Recall, OTC stands for “Over-the-Counter”, which can be translated as transactions “past the counter”. We are talking about platforms where transactions with digital assets are conducted directly between the buyer and the seller.

In this way, the parties have no influence on what is happening in the market, as they exchange assets in the form of normal transfers. Accordingly, the selling party does not create orders on the exchange that put pressure on the coin’s rate and lead to its decline.

Buying cryptocurrencies by investors

OTC platforms are favoured by large market participants. For example, they can be early investors of a certain coin, who purchased it at a much lower rate.

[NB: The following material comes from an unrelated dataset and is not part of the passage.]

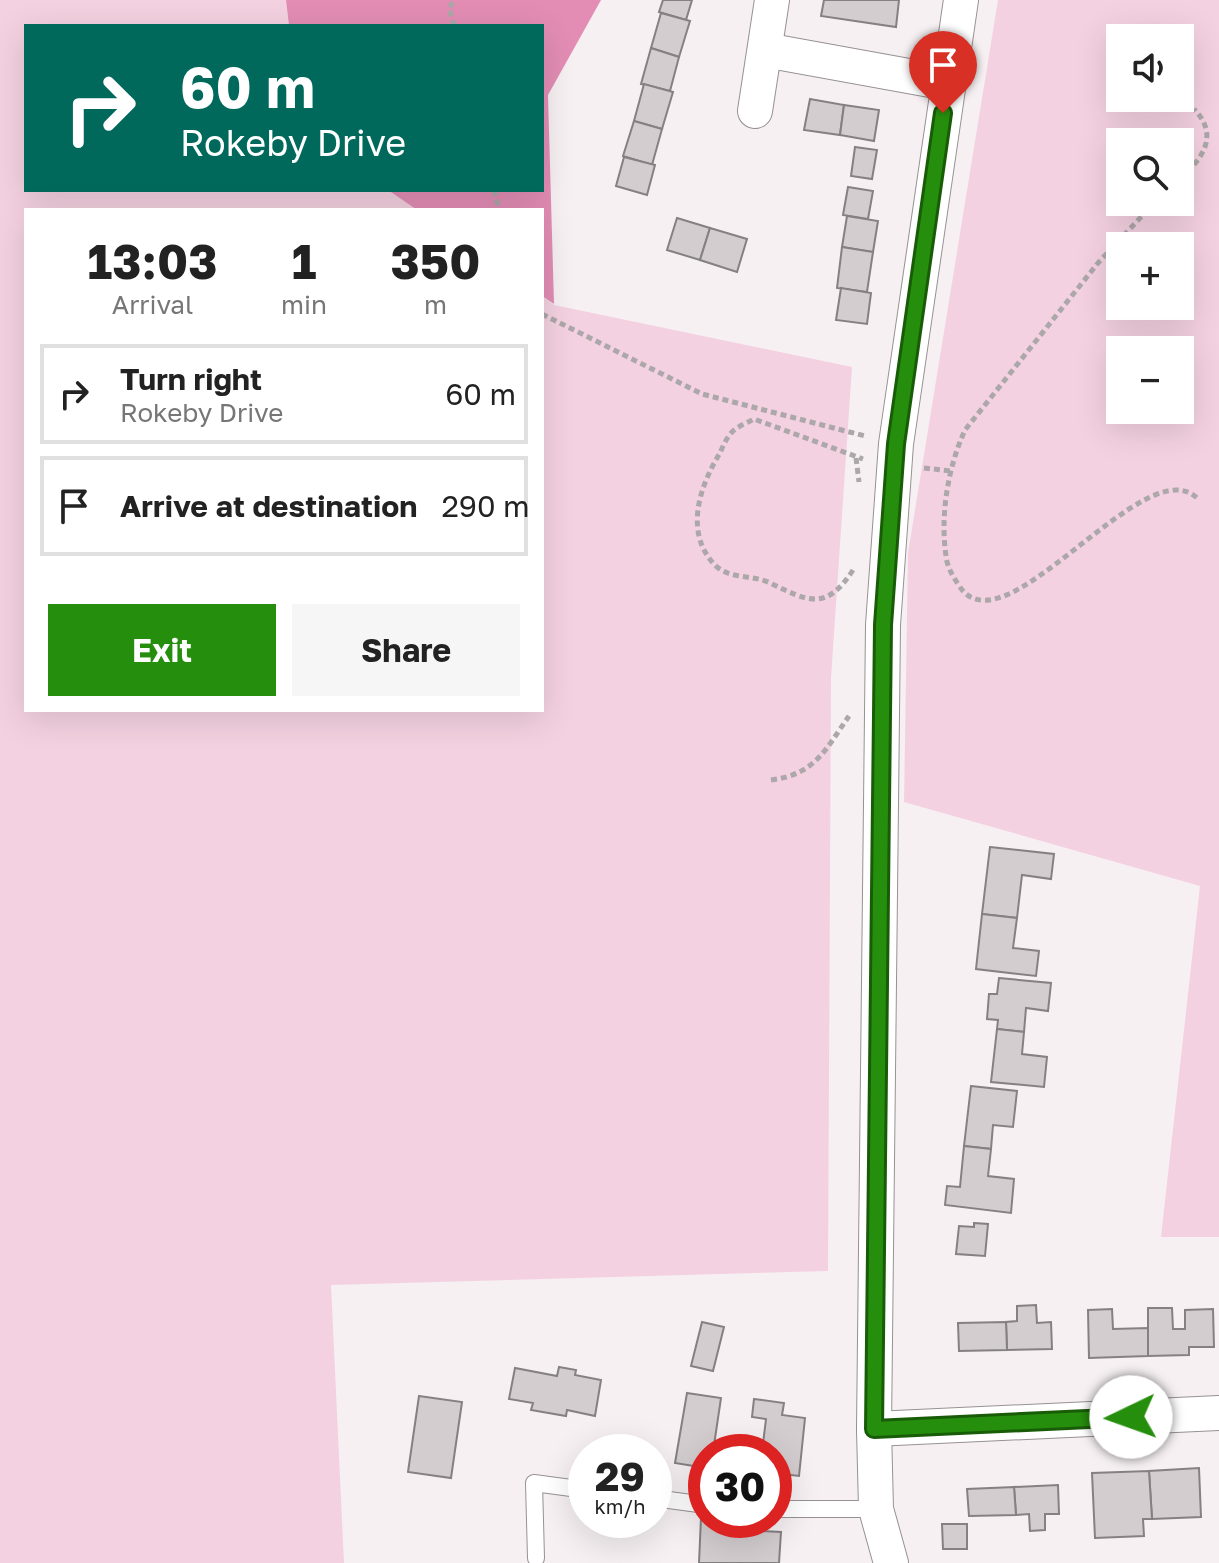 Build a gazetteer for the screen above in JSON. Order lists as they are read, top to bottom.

Miners are also clients of such platforms. The latter often have serious stocks of bitcoins accumulated in the early years of the cryptocurrency. Still then, it was possible to mine BTC with a regular processor, and the reward for a block was 50 coins.

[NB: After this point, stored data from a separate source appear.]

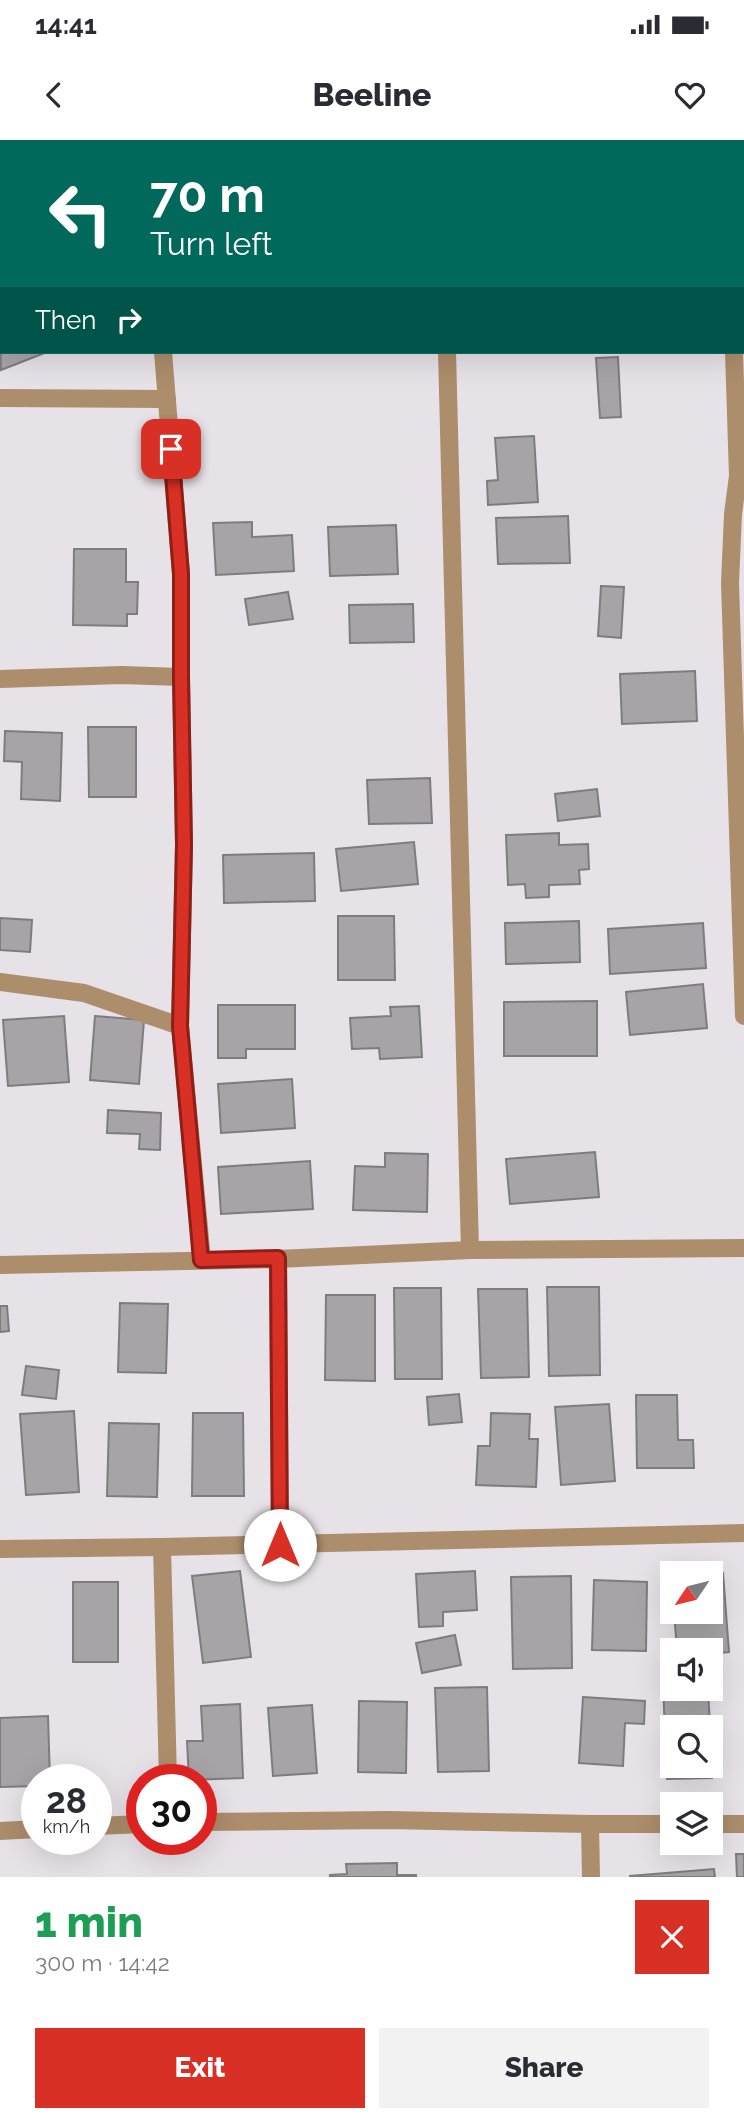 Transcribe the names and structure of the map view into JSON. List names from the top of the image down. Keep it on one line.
{"north":"bottom left","page":{"status":"14:41","header":"Beeline","turn":["70 m","Turn left"],"then":"Then","speed":"28 km/h","limit":"30","heading":["1 min","300 m · 14:42"],"buttons":["Exit","Share"]}} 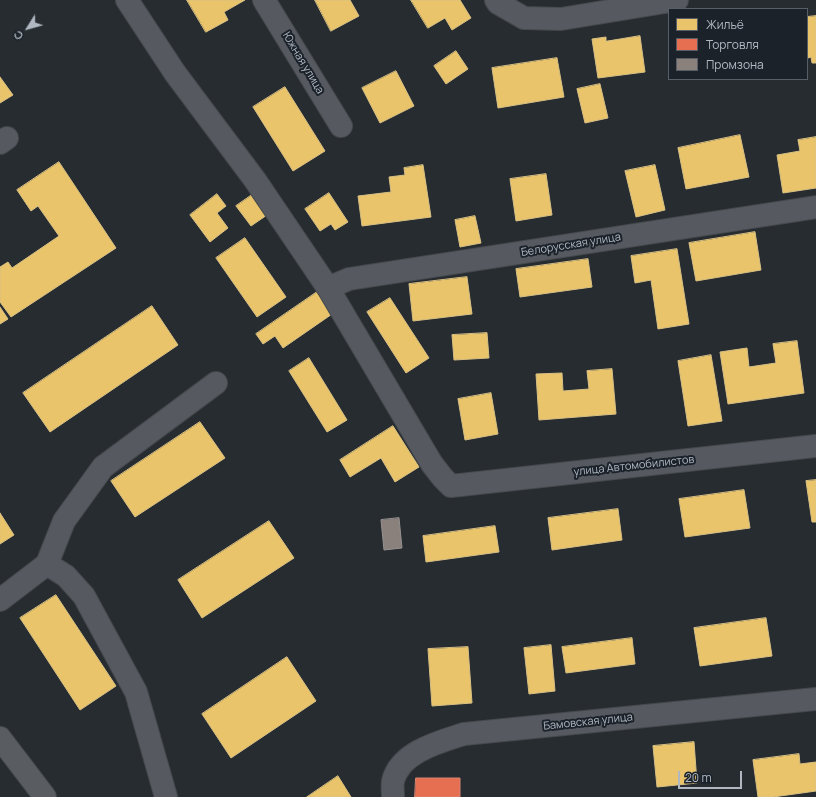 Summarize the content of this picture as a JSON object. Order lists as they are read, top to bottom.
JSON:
{
  "streets": {
    "street": [
      "Южная улица",
      "Белорусская улица",
      "улица Автомобилистов",
      "Бамовская улица"
    ]
  },
  "crossings": [
    ["Белорусская улица", "улица Автомобилистов"]
  ],
  "legend": ["Жильё", "Торговля", "Промзона"],
  "scale_bar": "20 m",
  "north": "bottom left"
} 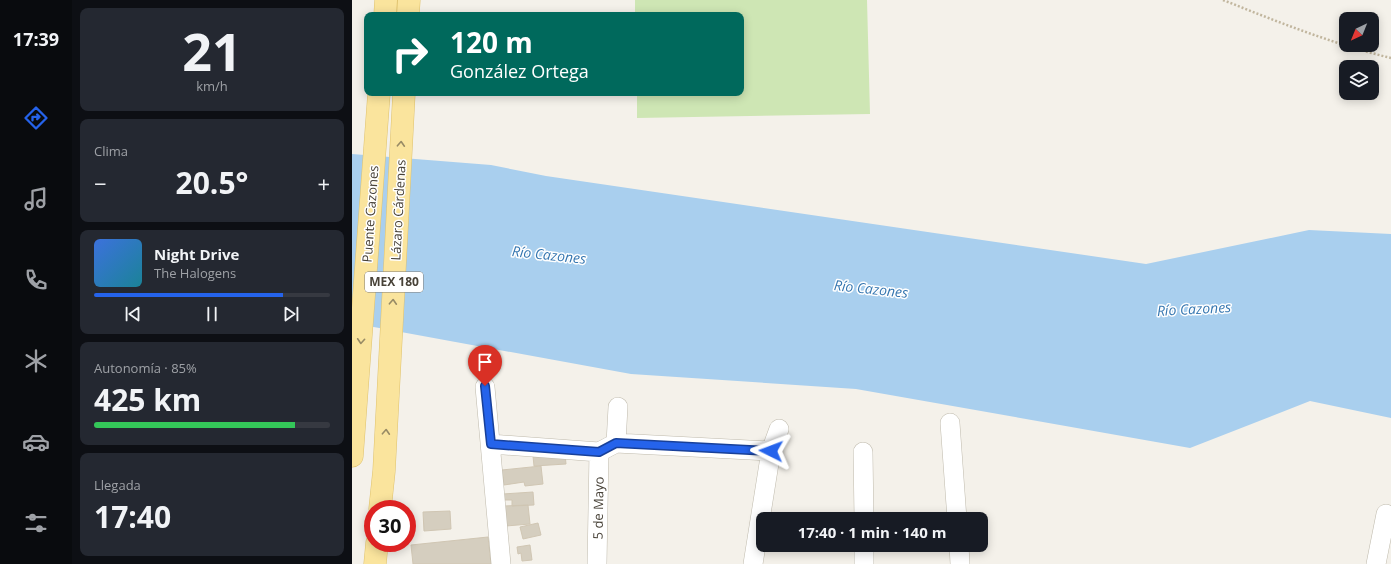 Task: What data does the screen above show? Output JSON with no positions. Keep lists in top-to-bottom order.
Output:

How many bitcoins do miners have?

According to Cointelegraph’s sources, there have been several cases in the history of the crypto market when a large balance of miners for OTC deals led to a noticeable collapse in the BTC chart.

The average collapse level reached 63 per cent over several months, which is clearly relevant to the start and continuation of bearish trends in the niche of cryptocurrencies, which are characterised by the most severe drawdowns.

Cryptocurrency market collapse

According to the experts of CryptoQuant platform in the latest report, now the OTC balances of BTC miners have reached a level that has not been observed since June 2022. Moreover, in the last three months alone, this figure has increased by more than 70 per cent.

Judging by the data in the blockchain, it has now reached the level of 368 thousand BTC, which is equivalent to about $22.36 billion. Here is the experts’ commentary on the matter.

The significant growth of OTC balances indicates a great activity of those miners who are ready to sell cryptocurrency right now.

OTC miner balances

In May 2018, after the balance of miners exceeded the level of 400 thousand BTC, the price of Bitcoin was $8,475. By December 2018, the price had dropped 63 per cent to $3,183.


As you can see, experts are talking just about the beginning of the previous bearish trends, which are characterised by a market downturn over several years and a decrease in buyer activity. In this regard, such transactions have a more noticeable impact on the market.

Similarly, in November 2021, when the price of BTC was around $64,000 and the balance of miners reached an all-time high of 500,000 BTC, the value of the cryptocurrency dropped by 45 per cent to $35,058 just two months later.

The desire of miners to get rid of their mined coins as quickly as possible is explained by the consequences of Bitcoin halving, during which the rate of issuing new BTC is halved. The last one took place on 20 April 2024, when the reward per block sagged from 6.25 to 3.125 BTC.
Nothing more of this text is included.